• The task
For the listing below, give the number of lines that include "nowrap" and add nothing to it.

^^^^^^^^

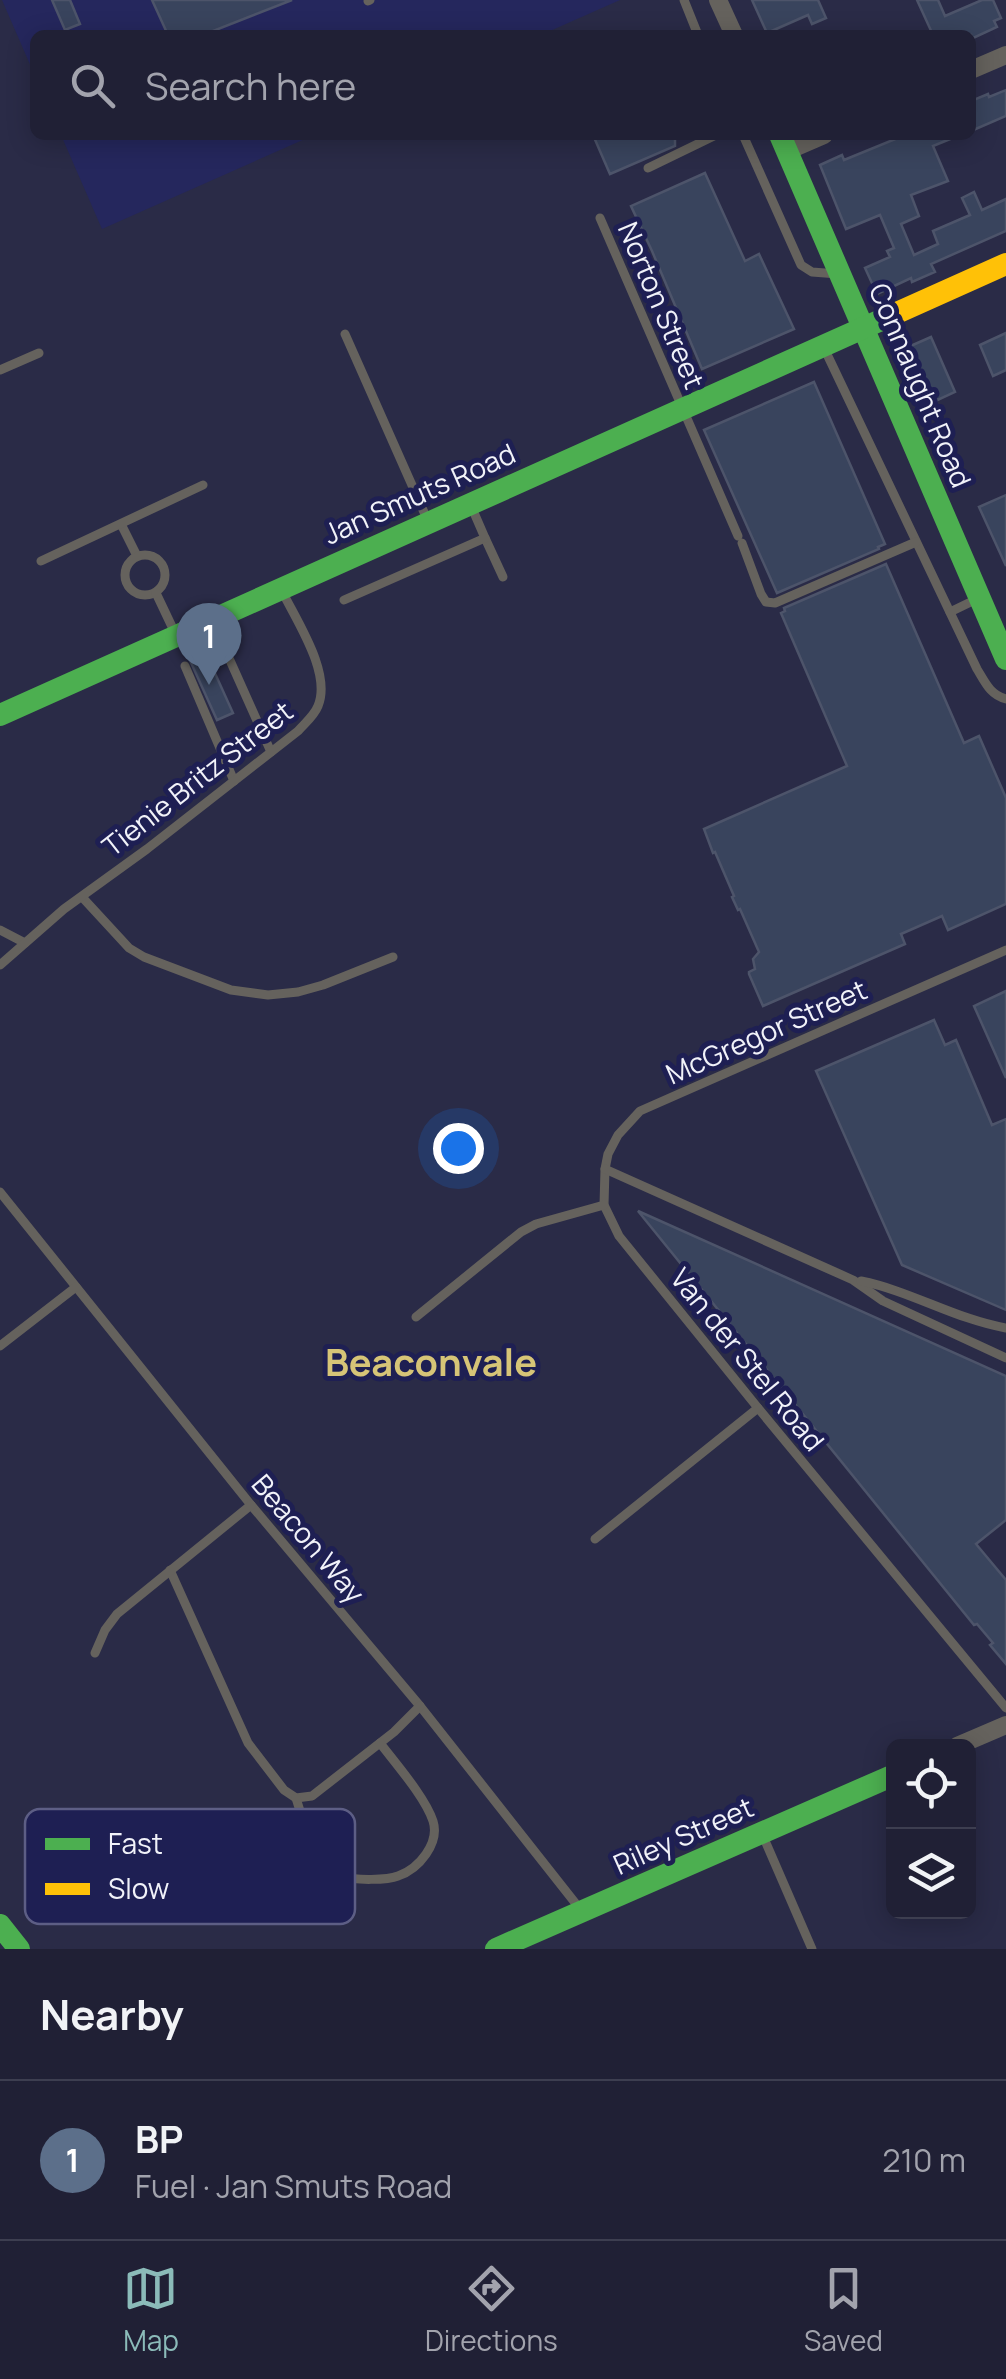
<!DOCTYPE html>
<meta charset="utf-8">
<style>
body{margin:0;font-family:Manrope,sans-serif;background:#28283d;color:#f1f3f6}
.controls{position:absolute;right:30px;bottom:30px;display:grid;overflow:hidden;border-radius:15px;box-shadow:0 5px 25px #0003}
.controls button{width:90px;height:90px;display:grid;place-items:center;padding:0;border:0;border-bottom:2px solid #3d3e50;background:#202035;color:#f1f3f6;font:50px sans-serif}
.you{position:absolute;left:458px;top:1148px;width:35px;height:35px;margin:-25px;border:8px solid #fff;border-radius:50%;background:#1a73e8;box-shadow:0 0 0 15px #1a73e833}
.badge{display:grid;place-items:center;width:65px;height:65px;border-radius:50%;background:#8bbbb9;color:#fff;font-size:32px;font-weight:700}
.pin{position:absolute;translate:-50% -82px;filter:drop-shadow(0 2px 5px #0008)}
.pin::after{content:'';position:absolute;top:52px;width:35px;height:30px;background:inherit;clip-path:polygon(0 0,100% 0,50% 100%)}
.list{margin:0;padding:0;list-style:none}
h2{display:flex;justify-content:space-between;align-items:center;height:130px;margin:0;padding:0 40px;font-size:42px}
h2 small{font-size:32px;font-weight:400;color:#a2a3ad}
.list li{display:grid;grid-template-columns:65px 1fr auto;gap:30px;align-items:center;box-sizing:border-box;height:160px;padding:0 40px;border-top:2px solid #3d3e50}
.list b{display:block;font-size:38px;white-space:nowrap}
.list p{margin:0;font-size:32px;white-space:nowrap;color:#a2a3ad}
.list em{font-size:32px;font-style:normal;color:#a2a3ad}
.icon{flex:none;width:55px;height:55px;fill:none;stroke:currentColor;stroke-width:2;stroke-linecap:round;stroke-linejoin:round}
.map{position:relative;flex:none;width:1006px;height:1949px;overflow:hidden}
.search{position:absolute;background:#202035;box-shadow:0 5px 25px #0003;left:30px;right:30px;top:30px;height:110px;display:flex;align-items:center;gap:25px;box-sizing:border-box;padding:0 35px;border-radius:15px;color:#a2a3ad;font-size:38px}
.sheet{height:290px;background:#202035}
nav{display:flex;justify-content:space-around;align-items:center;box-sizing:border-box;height:140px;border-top:2px solid #3d3e50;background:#202035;font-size:28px;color:#a2a3ad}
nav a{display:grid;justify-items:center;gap:5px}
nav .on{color:#8bbbb9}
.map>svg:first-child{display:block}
</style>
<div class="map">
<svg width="1006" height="1949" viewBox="0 0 1006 1949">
<rect width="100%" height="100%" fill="#2a2b47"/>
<!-- built -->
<g fill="#25275d">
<path d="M2,0H620L541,35H35V76Z"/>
<path d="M61,135H314L102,229Z"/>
</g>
<!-- building -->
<g fill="#39445d" stroke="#4d546a" stroke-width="2.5">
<path d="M52,0H70L80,24L65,30Z"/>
<path d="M152,0H292L203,35H168Z"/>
<path d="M752,0H818L826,18L812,24L808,15L767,33Z"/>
<path d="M917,0H938L945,16L982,0H993L1001,18L994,21L997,27L971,39V35H933Z"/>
<path d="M1006,90V116L971,131V101L988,94L989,97Z"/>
<path d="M593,135H675V146L610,174Z"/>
<path d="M905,135H960L933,146L948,181L911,195L919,216L901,224L914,255L938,244L933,231L970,215L962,198L974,192L982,210L1006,199V231L931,264L935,272L912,282L911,278L877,294L865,268L890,257L887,251L894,248L880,215L846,229L820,165L842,155L844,160Z"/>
<path d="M705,173L745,261L759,254L794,329L702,369L652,251L631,206Z"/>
<path d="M1006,333V370L993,376L980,345Z"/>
<path d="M931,337L955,392L931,403L906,348Z"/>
<path d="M814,382L885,544L878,547L879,549L777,593L704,430Z"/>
<path d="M1006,495V566L979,507Z"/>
<path d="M886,564L964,743L979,736L1006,798V904L948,930L942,916L901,934L905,944L763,1006L749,974V972L755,969L753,959L759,952L740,909L738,910L732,897L734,896L715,852L713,853L704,829L847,766L781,613L785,611L784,608Z"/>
<path d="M204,649L233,713L217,720L188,656Z"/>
<path d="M1006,991V1078L974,1006Z"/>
<path d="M934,1020L945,1045L956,1040L992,1125L1006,1119V1310L902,1265L816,1071Z"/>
<path d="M638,1211L1006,1376V1520L976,1544L1006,1580V1664L990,1645L993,1643L977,1624L974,1625Z"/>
</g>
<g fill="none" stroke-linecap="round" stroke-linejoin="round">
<!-- lane -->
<g stroke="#65625d" stroke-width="9">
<path d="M684,0L698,35"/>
<path d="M368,1L370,0"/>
<path d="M743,135L801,265L812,272L838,274"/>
<path d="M648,168L716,135"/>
<path d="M600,218L738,536"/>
<path d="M345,334L427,519"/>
<path d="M825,350L977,669C985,682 990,695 1006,699"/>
<path d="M0,370L39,353"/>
<path d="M121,524L137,556"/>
<path d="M485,538L503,577"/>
<path d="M742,543L761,594L766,602L775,603L916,542"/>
<circle cx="145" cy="575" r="20"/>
<path d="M41,561L203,485"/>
<path d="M156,593L175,633"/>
<path d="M344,600L485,538L472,508"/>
<path d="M950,612L979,598"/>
<path d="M220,638L271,752"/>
<path d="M185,666L234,781"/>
<path d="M82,897L129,948L144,957L231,990L268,995L298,992L323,985L393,957"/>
<path d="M0,930L25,943"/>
<path d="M1006,950L640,1111L618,1135L608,1154L605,1169L604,1205L619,1236L758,1408L1006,1708"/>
<path d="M0,965L64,909L147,849L298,731C305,723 314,716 318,706C332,673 296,620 282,591"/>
<path d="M605,1169L853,1280L883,1301L1006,1358"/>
<path d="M0,1192L251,1505L420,1706L580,1909"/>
<path d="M861,1281C911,1291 955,1319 1006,1328"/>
<path d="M416,1317L521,1232L536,1224L604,1205"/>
<path d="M0,1346L76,1287"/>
<path d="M595,1539L758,1408"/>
<path d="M170,1570L248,1743L284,1790L296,1798L312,1796L394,1732L420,1706"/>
<path d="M95,1653L105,1630L117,1614L251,1505"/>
<path d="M296,1798C304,1825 315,1862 344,1876C354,1881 388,1880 398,1876C419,1869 440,1843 433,1821C425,1797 396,1764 380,1743"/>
<path d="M763,1836L812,1949"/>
</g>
<!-- street -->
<g stroke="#65625d" stroke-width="18">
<path d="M718,0L734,35"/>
<path d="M971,70L1006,55"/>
<path d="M787,151L824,135"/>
<path d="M957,1746L1006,1725"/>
</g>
<!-- fast -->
<g stroke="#4caf50" stroke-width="22">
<path d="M780,135L1006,659"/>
<path d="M0,715L890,316"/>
<path d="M0,1925L19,1949"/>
<path d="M496,1949L894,1775"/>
</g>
<!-- slow -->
<path stroke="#ffc107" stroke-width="22" d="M890,316L1006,264"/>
</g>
<g text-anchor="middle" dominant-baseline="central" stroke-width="10" stroke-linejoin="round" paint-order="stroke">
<!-- street labels -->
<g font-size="28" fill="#f1f2f9" stroke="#1e1f53">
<text transform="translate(662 305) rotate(67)">Norton Street</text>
<text transform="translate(921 385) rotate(67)">Connaught Road</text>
<text transform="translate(419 493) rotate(-24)">Jan Smuts Road</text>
<text transform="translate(197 778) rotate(-38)">Tienie Britz Street</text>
<text transform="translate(766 1031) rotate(-24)">McGregor Street</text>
<text transform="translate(748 1359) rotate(51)">Van der Stel Road</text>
<text transform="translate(309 1538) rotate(50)">Beacon Way</text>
<text transform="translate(683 1835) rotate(-24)">Riley Street</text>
</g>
<!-- district labels -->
<g font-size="38" font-weight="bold" fill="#d6c477" stroke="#1e1f53">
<text x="431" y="1361">Beaconvale</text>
</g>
</g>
<!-- legend -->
<rect x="25" y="1809" width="330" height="115" rx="15" fill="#1e1f53" stroke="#5d5e85" stroke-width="2.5"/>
<rect x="45" y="1838" width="45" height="12" fill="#4caf50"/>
<rect x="45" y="1883" width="45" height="12" fill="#ffc107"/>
<g font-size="28" fill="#f1f2f9">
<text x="108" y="1854">Fast</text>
<text x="108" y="1899">Slow</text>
</g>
</svg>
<div class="controls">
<button><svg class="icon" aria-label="locate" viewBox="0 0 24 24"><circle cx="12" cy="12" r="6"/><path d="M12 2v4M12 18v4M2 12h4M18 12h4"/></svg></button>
<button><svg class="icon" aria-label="layers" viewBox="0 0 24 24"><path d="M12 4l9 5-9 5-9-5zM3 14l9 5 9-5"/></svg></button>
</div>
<div class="you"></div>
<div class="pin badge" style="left:209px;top:685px;background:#5c6f8a">1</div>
<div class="search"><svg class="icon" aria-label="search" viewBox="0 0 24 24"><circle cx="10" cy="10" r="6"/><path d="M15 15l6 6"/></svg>Search here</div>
</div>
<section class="sheet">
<h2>Nearby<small></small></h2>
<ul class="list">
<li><span class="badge" style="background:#5c6f8a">1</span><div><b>BP</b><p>Fuel · Jan Smuts Road</p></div><em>210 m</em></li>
</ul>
</section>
<nav>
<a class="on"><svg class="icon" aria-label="map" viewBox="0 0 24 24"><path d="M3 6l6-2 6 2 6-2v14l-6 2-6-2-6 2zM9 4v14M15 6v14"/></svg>Map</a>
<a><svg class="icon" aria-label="directions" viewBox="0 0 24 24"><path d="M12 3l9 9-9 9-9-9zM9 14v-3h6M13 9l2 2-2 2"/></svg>Directions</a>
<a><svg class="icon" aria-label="saved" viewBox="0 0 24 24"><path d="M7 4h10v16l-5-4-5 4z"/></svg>Saved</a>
</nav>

^^^^^^^^

• Answer for this exercise
2